→ TASK TO COMPLETE
Using the records below, please work out how many lines contain "function"; answer with the number alone.

→ RECORDS TO USE
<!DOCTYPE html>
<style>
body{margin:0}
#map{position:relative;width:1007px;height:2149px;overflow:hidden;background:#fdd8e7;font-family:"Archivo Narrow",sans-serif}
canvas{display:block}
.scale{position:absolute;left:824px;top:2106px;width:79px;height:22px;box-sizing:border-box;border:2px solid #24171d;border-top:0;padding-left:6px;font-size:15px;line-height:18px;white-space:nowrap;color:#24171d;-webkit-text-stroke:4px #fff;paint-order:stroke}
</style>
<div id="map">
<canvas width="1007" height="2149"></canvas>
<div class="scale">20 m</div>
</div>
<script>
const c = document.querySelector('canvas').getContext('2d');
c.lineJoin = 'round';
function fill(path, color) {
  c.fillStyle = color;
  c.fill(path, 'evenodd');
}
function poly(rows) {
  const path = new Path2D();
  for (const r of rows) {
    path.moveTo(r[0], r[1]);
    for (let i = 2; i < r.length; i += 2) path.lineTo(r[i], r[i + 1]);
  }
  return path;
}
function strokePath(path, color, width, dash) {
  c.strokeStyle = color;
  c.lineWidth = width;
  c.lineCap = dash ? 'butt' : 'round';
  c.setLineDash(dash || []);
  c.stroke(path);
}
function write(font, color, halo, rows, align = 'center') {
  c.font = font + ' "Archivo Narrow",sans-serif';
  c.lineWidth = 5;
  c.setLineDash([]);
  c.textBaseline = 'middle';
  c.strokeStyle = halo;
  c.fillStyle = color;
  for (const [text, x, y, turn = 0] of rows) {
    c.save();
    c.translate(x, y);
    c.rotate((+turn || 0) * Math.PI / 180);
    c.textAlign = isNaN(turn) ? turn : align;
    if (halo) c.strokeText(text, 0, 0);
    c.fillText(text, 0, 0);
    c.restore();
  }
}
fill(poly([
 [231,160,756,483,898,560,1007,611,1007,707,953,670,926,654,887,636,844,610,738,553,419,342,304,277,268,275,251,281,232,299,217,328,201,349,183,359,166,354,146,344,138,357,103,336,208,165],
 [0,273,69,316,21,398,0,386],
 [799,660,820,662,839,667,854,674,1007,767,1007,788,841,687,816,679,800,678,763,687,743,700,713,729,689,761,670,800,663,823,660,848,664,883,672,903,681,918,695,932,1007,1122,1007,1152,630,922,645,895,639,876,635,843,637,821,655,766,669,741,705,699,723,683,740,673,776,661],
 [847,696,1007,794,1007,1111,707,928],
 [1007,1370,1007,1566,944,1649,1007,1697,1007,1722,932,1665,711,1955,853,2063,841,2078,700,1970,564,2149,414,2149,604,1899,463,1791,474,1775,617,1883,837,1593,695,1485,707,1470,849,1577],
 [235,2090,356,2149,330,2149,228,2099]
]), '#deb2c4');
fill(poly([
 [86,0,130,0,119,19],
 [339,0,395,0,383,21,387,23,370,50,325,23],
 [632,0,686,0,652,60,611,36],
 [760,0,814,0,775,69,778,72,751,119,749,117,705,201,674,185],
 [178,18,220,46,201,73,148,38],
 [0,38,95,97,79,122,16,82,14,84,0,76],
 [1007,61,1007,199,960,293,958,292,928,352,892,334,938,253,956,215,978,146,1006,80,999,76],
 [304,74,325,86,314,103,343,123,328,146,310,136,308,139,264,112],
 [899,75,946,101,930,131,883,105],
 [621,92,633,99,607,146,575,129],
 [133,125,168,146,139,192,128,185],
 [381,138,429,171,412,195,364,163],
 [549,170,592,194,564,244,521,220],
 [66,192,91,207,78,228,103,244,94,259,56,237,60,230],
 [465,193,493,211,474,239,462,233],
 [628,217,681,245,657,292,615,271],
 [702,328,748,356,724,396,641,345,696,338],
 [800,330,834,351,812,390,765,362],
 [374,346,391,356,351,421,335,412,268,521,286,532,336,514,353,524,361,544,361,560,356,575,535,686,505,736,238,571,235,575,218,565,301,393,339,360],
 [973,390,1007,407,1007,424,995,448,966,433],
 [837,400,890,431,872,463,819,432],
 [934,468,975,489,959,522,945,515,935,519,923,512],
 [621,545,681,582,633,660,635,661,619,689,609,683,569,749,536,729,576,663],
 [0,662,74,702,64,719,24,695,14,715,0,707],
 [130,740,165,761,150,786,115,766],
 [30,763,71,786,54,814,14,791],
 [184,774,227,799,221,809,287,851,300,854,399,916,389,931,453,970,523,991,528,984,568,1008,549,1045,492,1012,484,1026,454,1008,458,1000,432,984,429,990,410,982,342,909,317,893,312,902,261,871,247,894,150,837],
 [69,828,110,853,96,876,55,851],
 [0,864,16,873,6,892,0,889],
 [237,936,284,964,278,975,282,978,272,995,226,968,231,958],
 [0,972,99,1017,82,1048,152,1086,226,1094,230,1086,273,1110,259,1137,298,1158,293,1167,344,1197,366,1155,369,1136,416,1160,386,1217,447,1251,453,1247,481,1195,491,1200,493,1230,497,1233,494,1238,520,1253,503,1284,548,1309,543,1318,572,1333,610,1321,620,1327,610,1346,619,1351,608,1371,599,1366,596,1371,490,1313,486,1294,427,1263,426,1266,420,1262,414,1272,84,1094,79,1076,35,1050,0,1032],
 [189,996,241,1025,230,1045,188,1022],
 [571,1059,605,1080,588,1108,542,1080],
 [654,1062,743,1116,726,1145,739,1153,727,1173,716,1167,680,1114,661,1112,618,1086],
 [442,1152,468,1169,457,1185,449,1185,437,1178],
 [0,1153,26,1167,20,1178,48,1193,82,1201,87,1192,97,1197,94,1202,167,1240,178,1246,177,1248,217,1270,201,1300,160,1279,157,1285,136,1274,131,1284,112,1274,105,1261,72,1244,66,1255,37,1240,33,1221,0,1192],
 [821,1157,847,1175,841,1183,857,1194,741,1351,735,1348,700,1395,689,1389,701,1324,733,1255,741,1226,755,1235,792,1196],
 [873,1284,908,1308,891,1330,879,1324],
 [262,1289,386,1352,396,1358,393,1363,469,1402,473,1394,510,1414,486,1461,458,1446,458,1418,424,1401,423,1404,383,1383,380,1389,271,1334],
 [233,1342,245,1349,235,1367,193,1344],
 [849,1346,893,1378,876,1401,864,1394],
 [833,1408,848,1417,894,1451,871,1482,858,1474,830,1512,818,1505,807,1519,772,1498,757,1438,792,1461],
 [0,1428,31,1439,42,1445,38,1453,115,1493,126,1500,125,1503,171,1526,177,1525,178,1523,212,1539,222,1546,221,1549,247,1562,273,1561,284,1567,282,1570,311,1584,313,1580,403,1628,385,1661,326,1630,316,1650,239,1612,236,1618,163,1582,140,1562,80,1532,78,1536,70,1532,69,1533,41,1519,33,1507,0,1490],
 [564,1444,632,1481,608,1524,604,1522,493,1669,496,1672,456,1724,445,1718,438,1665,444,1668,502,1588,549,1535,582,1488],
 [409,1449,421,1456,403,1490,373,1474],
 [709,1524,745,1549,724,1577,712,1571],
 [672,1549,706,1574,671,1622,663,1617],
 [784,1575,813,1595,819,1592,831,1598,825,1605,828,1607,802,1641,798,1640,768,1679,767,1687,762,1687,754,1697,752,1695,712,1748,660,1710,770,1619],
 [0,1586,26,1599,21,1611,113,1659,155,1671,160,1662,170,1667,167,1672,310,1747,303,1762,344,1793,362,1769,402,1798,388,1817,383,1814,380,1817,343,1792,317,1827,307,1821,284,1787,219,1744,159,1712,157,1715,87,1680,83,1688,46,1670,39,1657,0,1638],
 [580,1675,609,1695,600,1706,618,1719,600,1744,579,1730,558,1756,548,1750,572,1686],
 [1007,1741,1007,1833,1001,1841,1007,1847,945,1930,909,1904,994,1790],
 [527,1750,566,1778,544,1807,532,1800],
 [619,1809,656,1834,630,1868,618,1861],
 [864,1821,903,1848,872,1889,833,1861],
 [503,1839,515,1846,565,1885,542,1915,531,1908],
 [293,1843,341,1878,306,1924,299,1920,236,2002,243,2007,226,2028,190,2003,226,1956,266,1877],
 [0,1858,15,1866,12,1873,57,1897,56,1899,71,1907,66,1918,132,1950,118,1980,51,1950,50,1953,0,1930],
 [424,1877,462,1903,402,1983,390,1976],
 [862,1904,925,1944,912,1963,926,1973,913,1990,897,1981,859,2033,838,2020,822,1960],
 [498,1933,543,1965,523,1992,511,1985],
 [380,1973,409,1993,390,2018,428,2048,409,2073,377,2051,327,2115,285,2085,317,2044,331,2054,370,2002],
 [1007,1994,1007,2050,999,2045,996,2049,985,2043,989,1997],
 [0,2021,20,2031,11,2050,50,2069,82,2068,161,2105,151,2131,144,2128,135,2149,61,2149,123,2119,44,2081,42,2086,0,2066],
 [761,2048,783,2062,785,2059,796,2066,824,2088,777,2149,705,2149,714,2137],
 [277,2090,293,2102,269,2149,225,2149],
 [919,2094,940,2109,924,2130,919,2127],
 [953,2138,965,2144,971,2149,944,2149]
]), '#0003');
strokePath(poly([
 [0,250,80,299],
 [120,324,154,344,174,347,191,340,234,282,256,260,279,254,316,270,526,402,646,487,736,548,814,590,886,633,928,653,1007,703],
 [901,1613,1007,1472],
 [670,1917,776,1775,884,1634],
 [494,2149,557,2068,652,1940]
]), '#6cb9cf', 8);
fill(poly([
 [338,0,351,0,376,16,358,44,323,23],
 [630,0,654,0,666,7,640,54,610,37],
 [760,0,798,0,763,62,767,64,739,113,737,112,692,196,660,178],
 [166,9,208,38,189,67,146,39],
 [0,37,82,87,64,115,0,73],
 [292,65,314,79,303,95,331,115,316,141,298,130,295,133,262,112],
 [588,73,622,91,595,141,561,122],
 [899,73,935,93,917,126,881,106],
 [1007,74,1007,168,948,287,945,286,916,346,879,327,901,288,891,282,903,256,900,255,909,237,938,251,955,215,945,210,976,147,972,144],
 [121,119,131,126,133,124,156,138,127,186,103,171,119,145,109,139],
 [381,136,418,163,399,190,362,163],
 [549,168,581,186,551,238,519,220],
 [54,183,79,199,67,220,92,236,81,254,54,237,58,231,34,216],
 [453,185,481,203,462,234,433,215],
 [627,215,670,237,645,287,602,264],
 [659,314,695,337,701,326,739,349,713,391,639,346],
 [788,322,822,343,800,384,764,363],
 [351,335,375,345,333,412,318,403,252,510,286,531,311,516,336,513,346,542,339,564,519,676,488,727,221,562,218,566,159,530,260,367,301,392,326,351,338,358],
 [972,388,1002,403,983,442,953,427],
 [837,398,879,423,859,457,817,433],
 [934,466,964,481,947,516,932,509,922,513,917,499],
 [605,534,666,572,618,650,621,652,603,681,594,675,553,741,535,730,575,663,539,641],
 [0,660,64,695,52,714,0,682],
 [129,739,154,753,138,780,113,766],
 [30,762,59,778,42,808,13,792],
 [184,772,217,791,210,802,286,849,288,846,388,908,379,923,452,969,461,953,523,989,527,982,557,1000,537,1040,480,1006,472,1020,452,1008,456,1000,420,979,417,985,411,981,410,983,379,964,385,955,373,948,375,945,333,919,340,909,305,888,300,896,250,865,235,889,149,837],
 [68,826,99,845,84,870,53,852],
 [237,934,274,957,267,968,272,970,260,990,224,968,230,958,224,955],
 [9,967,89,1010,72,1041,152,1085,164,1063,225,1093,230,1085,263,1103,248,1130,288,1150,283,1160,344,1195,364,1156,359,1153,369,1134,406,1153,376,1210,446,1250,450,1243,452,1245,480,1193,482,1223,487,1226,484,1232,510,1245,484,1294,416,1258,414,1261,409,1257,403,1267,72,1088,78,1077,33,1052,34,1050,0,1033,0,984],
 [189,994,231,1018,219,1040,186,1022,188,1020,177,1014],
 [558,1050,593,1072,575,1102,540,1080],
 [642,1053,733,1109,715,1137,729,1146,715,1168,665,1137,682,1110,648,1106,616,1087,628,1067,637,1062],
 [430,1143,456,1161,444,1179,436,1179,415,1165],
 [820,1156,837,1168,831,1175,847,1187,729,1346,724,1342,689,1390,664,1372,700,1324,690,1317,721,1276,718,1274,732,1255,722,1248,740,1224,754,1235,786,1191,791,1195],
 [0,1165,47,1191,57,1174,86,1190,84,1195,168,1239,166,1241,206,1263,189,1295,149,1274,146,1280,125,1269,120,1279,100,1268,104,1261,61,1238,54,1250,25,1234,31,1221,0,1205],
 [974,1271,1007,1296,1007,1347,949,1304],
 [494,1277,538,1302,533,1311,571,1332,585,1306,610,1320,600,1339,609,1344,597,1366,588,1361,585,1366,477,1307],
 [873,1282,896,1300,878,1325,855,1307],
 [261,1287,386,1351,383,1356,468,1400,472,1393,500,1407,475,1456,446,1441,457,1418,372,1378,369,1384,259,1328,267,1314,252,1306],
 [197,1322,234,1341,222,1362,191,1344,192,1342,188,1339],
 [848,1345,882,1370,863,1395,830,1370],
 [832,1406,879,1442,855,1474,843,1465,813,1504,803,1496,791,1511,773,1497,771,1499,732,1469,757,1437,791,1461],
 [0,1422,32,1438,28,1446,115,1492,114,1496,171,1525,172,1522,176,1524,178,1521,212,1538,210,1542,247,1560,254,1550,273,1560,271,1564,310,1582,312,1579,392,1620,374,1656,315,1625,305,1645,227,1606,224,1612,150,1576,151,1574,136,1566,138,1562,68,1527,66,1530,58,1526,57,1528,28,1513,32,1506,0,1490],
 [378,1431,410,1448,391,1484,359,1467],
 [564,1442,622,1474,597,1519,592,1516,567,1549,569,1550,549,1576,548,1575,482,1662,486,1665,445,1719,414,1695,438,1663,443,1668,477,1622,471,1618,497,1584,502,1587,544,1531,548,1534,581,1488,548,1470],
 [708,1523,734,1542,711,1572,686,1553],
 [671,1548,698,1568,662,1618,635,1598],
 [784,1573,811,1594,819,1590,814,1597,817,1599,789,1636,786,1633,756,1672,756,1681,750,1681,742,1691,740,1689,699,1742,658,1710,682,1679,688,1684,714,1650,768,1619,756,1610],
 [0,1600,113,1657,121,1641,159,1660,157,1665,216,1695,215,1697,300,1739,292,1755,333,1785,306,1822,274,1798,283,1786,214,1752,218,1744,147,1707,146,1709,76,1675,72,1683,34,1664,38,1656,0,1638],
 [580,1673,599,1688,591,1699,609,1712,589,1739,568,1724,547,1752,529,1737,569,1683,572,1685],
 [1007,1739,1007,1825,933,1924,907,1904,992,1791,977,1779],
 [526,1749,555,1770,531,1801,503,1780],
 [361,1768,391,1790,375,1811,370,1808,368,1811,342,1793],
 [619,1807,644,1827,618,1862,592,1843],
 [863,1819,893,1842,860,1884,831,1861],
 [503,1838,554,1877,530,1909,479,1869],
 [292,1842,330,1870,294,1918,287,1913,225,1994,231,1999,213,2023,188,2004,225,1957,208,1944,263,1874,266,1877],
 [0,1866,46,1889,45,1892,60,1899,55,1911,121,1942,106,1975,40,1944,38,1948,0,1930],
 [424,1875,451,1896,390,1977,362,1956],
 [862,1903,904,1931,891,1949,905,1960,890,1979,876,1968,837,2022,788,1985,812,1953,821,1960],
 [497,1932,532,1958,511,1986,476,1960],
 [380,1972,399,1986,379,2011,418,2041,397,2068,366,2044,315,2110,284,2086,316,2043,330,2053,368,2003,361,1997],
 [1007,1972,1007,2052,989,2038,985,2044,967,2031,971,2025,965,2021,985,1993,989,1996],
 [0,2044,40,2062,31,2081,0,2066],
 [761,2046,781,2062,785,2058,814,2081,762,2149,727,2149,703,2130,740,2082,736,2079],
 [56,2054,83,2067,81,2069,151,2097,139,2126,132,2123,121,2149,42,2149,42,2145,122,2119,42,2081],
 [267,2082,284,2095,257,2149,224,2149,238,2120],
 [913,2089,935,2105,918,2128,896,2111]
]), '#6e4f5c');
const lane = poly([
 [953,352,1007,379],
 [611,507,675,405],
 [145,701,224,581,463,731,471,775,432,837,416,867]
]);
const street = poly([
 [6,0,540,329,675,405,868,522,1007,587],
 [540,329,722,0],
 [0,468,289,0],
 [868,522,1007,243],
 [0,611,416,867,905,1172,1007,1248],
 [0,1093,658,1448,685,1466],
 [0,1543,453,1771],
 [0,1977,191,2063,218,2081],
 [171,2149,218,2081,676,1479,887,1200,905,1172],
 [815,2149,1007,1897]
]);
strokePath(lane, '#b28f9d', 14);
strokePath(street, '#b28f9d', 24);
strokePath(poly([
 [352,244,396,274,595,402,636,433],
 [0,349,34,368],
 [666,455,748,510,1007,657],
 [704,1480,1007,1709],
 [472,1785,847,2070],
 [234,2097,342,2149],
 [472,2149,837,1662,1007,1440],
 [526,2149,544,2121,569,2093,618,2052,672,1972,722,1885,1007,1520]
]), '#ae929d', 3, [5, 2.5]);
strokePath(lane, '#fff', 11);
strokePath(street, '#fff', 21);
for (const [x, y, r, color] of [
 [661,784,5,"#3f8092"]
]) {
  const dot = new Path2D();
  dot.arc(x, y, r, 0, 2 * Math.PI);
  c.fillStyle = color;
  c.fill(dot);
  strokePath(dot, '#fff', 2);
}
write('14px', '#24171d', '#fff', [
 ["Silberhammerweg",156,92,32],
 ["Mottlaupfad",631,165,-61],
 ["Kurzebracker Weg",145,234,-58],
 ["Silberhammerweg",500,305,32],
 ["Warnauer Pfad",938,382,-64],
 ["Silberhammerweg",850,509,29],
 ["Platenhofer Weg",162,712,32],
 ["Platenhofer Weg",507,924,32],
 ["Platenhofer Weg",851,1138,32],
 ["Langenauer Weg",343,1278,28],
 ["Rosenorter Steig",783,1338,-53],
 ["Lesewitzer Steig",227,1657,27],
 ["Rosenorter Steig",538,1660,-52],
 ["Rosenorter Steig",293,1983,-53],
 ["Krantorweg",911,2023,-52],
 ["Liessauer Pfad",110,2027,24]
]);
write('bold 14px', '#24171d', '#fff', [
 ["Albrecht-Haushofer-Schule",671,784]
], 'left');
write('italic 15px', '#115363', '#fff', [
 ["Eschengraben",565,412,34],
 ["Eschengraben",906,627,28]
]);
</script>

→ TASK RESULT
4